What needs to be done:
In the listing below, find the line that contains "const g = document.querySelector('canvas').getContext('2d');" and the line that contains "function fill(path, color)". Quote both and every line between them, exactly, and nothing more.

Dataset records:
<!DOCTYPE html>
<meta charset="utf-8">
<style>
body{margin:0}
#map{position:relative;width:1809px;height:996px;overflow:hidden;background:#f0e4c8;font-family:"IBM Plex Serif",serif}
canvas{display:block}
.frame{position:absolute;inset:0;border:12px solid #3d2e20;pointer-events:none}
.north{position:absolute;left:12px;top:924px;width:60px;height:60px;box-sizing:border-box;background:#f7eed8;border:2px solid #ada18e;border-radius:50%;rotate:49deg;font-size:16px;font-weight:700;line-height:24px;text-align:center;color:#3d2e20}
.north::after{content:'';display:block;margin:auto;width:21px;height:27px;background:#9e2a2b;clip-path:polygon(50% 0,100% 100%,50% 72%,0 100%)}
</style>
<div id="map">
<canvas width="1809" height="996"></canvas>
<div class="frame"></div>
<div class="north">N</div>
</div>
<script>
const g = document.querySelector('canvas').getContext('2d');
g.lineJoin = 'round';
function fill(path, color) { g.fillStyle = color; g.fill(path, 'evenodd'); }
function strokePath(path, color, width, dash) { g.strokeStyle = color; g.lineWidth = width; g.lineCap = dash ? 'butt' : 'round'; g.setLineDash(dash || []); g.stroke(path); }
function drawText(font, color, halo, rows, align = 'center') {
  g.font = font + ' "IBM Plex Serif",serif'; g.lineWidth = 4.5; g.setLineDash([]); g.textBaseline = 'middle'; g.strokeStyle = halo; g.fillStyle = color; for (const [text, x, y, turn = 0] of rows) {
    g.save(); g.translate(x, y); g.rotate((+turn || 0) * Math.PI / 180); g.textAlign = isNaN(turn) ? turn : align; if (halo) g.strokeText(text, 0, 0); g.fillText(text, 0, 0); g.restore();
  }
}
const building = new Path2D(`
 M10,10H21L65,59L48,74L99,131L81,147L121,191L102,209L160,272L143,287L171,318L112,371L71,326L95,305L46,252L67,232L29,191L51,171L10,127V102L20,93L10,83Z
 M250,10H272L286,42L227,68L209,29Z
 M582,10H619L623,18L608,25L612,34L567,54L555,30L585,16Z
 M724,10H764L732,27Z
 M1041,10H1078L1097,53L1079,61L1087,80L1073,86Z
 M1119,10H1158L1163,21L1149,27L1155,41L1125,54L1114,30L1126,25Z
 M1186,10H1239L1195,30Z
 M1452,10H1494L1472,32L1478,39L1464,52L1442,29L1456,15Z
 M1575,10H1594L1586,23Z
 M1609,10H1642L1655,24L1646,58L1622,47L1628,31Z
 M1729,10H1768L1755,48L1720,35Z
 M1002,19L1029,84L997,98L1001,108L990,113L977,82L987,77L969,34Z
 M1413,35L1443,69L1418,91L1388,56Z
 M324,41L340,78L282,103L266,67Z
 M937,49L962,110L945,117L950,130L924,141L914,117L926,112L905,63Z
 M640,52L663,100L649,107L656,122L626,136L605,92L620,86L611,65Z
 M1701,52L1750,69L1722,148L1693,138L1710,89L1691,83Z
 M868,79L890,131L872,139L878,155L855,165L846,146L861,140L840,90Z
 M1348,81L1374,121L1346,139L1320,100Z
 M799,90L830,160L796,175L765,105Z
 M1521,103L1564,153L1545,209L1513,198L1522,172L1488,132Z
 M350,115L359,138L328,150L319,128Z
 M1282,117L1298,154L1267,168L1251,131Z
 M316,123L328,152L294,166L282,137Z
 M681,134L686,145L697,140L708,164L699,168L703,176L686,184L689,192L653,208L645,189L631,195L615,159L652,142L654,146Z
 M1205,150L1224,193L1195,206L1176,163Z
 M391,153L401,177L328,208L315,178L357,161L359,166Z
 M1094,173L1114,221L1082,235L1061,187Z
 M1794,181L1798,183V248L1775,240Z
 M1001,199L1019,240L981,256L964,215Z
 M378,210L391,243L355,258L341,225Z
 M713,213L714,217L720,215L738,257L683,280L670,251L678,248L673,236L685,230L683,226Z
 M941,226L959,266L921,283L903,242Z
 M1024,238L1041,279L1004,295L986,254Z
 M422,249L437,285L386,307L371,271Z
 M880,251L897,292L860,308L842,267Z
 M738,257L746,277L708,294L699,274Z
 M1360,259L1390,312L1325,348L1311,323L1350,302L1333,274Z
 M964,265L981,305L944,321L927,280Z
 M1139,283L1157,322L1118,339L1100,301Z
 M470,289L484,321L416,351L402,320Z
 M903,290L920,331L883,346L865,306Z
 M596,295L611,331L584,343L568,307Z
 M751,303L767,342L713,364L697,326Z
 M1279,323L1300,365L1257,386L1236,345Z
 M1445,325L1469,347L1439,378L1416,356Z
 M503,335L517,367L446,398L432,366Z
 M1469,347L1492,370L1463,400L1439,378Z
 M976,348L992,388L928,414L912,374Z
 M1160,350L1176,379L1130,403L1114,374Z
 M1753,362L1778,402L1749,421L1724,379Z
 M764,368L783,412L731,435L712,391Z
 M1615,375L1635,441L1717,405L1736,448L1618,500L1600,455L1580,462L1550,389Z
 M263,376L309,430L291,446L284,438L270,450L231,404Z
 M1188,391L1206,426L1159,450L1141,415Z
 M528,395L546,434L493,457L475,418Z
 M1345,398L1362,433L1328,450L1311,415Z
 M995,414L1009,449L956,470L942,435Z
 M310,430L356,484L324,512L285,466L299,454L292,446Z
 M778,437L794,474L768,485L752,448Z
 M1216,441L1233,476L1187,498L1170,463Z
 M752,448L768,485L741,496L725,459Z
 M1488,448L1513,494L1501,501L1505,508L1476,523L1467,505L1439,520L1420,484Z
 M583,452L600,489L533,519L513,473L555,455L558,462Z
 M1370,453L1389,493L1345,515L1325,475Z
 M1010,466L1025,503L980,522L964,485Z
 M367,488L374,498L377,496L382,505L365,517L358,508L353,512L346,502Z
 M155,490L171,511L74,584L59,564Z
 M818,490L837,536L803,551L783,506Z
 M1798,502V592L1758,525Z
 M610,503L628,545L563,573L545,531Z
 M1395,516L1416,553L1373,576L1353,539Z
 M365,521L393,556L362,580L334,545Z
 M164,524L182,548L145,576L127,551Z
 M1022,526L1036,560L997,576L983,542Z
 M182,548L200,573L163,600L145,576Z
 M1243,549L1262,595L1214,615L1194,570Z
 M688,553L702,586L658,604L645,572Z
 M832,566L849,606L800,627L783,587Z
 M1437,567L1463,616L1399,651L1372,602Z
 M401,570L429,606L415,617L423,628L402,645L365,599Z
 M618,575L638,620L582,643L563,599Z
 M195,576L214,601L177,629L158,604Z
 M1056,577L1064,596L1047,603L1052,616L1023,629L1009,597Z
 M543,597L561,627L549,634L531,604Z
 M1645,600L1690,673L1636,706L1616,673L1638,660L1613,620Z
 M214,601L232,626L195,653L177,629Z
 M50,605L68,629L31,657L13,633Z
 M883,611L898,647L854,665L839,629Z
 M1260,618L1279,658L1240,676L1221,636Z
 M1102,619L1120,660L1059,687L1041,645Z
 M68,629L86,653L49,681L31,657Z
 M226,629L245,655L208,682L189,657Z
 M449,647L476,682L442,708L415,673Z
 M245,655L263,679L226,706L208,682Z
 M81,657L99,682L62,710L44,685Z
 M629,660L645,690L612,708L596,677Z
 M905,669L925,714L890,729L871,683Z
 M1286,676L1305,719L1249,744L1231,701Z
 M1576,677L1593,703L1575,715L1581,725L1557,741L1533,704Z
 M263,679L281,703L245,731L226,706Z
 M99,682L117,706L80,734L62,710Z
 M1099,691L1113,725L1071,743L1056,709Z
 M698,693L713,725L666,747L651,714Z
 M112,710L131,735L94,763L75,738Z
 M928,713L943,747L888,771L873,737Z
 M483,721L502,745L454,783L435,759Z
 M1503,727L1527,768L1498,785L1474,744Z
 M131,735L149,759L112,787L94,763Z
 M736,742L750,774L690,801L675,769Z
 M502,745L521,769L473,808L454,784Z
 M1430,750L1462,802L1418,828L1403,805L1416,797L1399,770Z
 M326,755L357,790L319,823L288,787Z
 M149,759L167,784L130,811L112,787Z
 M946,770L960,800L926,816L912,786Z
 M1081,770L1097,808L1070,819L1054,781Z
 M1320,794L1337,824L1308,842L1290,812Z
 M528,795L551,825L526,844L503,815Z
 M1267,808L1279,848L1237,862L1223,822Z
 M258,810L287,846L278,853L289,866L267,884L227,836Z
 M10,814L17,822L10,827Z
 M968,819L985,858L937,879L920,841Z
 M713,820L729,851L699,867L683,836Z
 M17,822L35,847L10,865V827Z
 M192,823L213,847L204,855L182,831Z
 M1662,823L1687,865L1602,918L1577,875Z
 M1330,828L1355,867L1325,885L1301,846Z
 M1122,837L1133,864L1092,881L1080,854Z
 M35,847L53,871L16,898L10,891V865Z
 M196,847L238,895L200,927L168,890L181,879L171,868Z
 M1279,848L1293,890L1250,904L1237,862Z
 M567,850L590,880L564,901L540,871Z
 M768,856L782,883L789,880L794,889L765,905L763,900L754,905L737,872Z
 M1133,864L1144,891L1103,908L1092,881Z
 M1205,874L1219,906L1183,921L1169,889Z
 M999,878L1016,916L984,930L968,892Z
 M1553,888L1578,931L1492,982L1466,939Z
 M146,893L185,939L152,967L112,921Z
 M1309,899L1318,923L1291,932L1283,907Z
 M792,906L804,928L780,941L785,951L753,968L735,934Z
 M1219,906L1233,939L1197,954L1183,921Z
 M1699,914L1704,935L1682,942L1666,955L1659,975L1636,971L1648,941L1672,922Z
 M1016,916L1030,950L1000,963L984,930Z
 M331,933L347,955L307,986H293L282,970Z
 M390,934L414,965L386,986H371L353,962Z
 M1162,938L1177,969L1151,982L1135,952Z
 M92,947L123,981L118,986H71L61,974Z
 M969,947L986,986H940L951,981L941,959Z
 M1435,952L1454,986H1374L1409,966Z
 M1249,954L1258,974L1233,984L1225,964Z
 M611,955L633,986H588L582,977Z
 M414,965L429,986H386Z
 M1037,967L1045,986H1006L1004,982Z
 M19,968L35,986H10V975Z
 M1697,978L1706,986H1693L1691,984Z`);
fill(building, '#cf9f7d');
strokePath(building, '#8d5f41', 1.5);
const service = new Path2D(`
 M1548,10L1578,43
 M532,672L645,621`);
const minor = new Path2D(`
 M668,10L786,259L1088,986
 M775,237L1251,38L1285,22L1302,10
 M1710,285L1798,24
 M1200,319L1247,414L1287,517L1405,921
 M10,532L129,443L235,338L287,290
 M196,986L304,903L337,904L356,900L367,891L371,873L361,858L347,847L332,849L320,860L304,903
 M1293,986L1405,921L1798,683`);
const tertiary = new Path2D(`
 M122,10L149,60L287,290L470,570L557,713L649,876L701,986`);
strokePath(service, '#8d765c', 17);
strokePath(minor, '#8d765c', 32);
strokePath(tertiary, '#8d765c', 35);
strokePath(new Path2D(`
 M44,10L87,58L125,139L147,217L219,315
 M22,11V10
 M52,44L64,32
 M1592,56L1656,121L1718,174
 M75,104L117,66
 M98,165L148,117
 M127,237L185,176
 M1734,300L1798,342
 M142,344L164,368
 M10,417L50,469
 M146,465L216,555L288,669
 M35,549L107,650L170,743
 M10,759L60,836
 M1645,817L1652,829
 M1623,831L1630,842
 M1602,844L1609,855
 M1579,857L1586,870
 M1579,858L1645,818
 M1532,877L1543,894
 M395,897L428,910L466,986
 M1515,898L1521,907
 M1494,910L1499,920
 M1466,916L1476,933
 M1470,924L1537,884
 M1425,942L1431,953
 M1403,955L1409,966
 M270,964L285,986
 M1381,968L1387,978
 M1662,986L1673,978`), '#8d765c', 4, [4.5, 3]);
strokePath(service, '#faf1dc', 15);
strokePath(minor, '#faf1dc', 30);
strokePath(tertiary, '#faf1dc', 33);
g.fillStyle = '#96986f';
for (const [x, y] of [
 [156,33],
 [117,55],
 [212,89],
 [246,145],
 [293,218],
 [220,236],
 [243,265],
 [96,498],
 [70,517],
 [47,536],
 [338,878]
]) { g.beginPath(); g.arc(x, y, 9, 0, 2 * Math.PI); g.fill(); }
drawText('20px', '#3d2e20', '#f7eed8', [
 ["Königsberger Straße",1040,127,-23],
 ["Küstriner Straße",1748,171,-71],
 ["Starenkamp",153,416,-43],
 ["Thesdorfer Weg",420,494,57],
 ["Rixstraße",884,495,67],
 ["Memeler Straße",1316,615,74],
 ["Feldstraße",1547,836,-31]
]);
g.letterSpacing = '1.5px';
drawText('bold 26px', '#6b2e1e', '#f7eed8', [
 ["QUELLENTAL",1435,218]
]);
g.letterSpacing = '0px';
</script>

--

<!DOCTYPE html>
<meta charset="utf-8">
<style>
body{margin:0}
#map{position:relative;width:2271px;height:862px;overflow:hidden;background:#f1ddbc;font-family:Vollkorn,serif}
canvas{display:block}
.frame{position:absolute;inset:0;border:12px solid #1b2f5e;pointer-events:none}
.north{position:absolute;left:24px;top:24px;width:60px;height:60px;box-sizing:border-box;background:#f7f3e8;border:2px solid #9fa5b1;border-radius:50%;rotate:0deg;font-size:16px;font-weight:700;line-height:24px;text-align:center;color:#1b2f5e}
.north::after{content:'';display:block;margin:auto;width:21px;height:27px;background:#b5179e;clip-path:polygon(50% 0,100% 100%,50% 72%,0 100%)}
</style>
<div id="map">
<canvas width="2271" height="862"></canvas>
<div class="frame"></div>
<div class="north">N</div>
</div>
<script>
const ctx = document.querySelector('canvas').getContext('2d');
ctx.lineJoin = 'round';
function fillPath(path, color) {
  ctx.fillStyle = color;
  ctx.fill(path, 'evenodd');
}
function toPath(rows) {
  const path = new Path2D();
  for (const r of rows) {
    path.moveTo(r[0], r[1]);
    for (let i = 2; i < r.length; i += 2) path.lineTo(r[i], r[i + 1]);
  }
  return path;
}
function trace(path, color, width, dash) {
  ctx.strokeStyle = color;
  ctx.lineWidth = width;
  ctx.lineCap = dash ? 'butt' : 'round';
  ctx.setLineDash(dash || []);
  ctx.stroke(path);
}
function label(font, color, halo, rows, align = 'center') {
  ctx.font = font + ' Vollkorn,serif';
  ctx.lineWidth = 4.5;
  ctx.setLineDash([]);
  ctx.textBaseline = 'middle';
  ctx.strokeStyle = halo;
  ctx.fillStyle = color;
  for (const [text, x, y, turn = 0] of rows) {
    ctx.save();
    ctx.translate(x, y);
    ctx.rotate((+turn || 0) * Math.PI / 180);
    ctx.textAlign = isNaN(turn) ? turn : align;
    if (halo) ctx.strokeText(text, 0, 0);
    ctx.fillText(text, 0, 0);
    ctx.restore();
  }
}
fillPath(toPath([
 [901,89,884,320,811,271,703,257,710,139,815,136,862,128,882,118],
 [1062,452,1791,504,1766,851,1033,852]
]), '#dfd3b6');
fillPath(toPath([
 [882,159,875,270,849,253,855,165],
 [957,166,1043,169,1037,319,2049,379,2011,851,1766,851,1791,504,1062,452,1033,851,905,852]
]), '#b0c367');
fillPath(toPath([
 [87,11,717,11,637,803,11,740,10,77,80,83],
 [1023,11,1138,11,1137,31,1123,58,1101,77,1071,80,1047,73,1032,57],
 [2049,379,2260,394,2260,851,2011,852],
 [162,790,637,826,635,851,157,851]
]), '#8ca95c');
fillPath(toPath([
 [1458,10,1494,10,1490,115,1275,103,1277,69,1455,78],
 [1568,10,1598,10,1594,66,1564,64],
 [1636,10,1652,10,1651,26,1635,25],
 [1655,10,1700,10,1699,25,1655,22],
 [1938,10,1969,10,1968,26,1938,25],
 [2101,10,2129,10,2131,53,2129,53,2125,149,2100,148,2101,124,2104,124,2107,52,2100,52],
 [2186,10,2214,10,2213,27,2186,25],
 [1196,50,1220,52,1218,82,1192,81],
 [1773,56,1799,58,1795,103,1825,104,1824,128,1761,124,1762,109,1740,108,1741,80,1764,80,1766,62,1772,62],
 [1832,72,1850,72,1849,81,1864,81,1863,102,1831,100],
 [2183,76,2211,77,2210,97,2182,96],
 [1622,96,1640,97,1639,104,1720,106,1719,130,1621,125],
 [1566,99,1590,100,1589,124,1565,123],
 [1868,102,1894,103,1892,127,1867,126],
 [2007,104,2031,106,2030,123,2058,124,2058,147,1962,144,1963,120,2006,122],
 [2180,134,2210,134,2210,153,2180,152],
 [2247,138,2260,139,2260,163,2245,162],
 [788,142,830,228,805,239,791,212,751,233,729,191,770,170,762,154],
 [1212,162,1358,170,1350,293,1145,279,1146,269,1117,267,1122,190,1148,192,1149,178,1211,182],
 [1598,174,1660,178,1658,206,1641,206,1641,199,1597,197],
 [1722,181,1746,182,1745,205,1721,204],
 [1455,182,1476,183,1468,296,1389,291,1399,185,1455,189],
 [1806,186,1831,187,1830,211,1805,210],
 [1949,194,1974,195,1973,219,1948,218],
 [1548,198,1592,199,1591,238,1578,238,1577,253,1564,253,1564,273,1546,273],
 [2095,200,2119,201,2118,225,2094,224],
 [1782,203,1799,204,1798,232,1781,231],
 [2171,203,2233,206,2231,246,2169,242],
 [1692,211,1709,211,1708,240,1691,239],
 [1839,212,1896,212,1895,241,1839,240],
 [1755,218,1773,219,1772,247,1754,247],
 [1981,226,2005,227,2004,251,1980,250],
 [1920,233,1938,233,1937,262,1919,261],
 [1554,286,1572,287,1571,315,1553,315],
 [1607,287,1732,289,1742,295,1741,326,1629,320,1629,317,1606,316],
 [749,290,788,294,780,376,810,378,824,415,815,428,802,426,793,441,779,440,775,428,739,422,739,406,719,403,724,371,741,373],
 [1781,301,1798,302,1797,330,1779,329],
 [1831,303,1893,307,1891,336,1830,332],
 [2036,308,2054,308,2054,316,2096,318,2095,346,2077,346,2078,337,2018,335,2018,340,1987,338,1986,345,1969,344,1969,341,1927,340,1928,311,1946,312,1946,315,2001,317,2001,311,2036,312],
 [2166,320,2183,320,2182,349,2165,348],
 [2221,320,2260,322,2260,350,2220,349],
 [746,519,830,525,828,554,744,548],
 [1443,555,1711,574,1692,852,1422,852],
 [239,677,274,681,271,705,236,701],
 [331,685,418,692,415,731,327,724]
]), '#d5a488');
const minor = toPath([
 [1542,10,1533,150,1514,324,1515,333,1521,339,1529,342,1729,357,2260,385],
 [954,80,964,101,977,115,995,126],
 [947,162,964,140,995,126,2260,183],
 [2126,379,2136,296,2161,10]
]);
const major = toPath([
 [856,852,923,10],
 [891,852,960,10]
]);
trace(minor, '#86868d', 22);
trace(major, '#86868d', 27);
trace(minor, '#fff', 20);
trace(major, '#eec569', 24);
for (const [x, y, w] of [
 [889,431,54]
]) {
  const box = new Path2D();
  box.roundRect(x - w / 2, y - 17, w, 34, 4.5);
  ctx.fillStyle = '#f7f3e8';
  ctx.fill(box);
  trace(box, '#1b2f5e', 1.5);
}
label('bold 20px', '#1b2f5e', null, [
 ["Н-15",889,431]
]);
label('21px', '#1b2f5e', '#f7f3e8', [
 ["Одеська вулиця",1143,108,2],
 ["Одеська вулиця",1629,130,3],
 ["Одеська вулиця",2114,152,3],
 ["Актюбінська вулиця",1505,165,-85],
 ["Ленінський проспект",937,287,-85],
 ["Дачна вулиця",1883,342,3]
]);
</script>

Answer space:
const g = document.querySelector('canvas').getContext('2d');
g.lineJoin = 'round';
function fill(path, color) { g.fillStyle = color; g.fill(path, 'evenodd'); }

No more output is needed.